Now for details about the shunt surgery for those who appreciate the medical details. The old tubing came out, but since it's old and has likely adhered to things over the years it broke off when being pulled out. This was expected. Evan's broke around the base of his neck, so the segment from his neck to chest is still there. The broken-off coiled catheter in his abdomen is also likely attached to some stuff and would cause more harm to remove, so it's abandoned and will live in him. A new, programmable shunt was placed. It has the ability to adjust how much fluid it drains.
In addition to all this, Evan's doctor, Dr. Sadegh, has been trained in a procedure called Endoscopic Third Ventriculostomy (ETV). As I interpret the doctor's explanation--don't quote me on this--our upper 3 ventricles in our brain typically drain through a certain passage into the 4th ventricle. Evan has blockage through that passage which is why his fluid builds up in his brain without a shunt. The shunt allows the fluid to have a path down to the abdomen where it is safely absorbed into the body. There is a location in the third ventricle where there is a pathway option that bypasses the blocked area. It has a thin membrane at the top. If this membrane can be reached and punctured, the fluid can drain through that way. When Evan was an infant they evaluated his anatomy to see if he was a candidate for the ETV and he wasn't. They said it was too hard to access. Dr. Sadegh saw a possible route there. He said he would try to do it, but if it seemed too risky then he would stop. Regardless, Evan would have a shunt. But if he had the ETV then he would have less reliance on the shunt which means less risk of future shunt failures.
The report after surgery was that the first membrane was punctured, which some people would consider an ETV. But Dr.

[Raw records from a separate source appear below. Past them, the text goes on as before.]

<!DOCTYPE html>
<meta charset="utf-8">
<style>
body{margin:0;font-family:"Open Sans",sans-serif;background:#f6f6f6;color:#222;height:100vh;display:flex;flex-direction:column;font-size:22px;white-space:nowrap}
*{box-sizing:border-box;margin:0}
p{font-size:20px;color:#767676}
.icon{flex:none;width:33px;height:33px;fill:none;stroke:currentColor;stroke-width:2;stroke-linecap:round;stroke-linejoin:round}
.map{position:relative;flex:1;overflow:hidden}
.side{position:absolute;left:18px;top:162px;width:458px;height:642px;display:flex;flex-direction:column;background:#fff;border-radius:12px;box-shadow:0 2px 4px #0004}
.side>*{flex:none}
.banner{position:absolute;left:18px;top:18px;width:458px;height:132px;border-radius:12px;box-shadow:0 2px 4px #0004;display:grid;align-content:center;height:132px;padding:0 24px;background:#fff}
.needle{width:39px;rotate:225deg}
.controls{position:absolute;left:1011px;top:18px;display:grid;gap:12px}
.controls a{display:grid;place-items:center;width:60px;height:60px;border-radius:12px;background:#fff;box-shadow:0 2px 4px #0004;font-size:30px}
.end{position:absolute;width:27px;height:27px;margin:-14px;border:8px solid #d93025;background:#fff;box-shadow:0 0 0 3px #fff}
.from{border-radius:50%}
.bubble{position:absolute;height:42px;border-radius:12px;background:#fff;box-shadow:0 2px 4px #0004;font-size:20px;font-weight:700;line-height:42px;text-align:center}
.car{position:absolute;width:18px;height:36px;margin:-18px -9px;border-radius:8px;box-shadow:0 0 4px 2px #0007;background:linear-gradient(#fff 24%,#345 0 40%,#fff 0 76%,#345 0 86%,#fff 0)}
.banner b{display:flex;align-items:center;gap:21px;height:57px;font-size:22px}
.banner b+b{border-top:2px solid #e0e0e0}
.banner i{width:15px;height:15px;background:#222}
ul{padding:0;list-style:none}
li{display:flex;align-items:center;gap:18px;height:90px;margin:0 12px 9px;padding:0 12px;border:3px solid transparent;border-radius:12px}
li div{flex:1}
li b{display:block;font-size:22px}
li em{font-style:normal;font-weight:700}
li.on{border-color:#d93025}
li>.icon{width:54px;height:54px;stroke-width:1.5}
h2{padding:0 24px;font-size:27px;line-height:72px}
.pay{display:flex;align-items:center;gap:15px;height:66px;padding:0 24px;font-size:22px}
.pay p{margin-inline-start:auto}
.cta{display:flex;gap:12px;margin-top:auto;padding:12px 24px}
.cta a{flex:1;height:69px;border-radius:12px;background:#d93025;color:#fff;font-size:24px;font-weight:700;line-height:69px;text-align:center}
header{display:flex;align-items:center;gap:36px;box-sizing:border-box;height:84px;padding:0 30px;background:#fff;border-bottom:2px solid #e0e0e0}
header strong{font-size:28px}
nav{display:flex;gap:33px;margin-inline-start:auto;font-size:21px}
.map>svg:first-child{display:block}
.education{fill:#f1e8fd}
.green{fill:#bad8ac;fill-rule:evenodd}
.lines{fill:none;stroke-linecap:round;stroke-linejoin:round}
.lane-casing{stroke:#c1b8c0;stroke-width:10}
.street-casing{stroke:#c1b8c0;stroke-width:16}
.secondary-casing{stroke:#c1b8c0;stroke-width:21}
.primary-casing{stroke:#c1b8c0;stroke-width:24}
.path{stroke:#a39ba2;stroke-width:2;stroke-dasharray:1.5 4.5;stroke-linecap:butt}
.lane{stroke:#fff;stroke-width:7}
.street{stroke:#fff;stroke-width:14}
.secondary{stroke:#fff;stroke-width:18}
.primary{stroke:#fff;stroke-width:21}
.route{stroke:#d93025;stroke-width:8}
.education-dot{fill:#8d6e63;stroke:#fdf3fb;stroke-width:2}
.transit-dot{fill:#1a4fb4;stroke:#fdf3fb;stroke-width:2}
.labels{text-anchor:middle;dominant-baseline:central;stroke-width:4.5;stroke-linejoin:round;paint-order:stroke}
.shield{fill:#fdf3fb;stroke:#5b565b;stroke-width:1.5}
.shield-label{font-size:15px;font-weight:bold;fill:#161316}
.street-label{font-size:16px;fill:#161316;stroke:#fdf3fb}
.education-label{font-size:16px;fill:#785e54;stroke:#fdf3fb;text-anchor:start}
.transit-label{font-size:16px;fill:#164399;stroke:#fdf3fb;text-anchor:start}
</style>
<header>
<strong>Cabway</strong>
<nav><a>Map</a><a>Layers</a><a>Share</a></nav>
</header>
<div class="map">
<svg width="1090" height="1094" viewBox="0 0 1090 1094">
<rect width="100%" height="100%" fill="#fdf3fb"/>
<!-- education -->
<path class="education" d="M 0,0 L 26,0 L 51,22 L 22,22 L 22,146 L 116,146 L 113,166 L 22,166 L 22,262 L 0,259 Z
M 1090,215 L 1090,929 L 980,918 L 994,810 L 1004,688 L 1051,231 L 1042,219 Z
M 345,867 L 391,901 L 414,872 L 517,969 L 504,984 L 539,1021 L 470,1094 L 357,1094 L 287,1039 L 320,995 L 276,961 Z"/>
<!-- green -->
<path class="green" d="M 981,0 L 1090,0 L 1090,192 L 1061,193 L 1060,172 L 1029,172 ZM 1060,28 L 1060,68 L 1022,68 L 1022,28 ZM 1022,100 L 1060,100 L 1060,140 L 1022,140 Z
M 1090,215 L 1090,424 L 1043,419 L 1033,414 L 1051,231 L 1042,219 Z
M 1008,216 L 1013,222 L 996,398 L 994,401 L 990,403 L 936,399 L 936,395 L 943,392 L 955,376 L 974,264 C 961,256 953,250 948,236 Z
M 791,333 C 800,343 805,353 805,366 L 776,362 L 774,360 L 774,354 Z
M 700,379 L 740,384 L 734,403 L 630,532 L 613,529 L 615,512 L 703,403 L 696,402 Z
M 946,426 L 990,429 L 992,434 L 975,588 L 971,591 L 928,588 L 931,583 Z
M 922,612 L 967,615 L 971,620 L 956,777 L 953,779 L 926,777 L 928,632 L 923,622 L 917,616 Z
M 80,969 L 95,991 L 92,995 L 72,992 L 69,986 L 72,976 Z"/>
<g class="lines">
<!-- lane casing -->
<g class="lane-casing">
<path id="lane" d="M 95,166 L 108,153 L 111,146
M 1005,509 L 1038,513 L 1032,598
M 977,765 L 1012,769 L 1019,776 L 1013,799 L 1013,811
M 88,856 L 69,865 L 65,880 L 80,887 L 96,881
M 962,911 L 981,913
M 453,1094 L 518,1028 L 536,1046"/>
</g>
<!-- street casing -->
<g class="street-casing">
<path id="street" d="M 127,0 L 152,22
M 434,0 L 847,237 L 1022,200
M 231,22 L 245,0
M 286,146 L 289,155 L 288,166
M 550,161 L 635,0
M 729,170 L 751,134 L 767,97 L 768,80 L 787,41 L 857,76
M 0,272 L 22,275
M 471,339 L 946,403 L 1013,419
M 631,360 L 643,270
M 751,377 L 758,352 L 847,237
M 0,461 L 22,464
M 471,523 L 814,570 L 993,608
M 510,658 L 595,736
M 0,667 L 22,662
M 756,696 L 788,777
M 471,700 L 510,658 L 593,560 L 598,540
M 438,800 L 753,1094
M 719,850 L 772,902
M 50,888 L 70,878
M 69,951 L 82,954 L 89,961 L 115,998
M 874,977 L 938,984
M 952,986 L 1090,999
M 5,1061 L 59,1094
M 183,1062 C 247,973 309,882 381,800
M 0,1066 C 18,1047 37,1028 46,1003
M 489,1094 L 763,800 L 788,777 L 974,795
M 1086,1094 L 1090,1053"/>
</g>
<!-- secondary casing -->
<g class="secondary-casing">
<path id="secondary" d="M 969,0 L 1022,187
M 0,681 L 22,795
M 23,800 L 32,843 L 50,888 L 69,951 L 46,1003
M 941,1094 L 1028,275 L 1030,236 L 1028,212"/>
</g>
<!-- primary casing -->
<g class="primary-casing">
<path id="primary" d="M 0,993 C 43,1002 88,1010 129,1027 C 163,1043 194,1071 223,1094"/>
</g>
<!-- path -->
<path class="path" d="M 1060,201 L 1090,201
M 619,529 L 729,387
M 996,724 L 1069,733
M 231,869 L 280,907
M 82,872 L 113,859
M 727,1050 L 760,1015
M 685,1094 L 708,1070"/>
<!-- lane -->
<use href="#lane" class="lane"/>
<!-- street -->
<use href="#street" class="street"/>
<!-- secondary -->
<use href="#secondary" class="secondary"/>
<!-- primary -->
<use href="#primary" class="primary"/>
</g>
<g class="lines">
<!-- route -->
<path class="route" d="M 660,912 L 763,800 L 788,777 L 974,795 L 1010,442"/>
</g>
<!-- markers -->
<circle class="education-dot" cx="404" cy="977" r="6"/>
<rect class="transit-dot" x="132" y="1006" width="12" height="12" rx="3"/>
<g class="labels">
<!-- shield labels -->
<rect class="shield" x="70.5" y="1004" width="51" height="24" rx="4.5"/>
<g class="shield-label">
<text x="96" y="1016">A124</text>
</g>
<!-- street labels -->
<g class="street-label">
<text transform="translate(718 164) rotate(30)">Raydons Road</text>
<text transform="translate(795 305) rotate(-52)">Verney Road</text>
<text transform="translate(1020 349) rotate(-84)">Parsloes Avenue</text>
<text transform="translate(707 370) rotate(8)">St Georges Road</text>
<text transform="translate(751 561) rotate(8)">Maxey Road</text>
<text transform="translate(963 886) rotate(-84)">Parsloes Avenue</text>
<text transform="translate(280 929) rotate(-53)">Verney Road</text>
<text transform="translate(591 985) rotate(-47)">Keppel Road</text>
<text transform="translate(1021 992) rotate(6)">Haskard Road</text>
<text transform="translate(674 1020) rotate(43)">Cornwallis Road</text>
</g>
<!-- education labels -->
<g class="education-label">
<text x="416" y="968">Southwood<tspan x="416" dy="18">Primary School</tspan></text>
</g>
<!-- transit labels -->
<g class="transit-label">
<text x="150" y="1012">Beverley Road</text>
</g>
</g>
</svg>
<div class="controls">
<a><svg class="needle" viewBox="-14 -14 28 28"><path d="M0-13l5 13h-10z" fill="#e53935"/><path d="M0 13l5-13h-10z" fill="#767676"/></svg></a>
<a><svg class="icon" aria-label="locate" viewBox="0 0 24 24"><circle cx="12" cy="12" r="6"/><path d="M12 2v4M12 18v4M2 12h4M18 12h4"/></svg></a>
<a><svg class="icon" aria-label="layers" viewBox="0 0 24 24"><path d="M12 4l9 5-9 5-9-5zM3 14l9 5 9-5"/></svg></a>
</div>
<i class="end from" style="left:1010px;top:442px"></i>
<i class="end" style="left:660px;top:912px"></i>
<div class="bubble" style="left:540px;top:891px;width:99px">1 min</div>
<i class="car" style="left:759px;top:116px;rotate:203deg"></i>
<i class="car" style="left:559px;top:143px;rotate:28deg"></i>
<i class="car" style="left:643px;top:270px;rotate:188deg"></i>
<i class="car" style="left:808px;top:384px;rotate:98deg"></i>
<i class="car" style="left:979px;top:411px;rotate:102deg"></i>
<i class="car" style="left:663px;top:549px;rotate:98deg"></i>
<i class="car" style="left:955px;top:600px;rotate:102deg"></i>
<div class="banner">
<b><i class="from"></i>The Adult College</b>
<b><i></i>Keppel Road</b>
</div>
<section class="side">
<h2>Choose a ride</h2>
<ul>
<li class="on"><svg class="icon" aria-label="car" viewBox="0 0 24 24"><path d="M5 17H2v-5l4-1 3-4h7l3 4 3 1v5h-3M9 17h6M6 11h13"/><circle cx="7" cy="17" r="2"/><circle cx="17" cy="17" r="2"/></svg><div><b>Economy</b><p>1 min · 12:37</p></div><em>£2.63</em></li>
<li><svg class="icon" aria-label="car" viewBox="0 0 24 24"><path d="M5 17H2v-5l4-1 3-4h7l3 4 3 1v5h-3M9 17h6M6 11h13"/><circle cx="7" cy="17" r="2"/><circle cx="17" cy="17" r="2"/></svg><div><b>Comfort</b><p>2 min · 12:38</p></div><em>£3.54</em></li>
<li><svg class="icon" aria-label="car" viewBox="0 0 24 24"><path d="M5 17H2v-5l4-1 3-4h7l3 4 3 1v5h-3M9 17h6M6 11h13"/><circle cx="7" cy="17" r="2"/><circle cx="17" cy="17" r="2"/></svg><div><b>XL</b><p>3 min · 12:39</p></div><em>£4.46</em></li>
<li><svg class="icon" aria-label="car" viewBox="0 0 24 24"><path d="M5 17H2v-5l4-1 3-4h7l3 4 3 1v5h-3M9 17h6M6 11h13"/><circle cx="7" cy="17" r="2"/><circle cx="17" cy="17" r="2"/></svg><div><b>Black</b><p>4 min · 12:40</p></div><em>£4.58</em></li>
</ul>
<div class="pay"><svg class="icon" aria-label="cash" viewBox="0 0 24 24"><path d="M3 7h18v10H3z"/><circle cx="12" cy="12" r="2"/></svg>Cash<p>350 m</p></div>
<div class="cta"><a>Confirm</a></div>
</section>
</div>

Sadegh's training taught him to also put a hole in a membrane at the bottom of this path. That one he couldn't safely get through, so he considers Evan to have a partial ETV. They set his shunt accordingly to pump quite a bit of the fluid out rather than relying on the ETV. However, prior to discharge they did a follow-up mri to check the fluid flow. Dr. Sadegh called me to say he was very surprised that the flow looks really good at the ETV site and it seems to be working better than expected. So he changed the flow of the shunt to essentially be off. We will continue to monitor regularly over the next few weeks and months to see if this holds true, which would be great news for Evan in the long run.
As always, times like these allow us to see how much goodness is out there in the world. We have had countless offers for meals, childcare, visits, treats. Thank you to everyone who has cared, prayed for us, asked for updates. We're so lucky to have the best community and family around us. Thank you.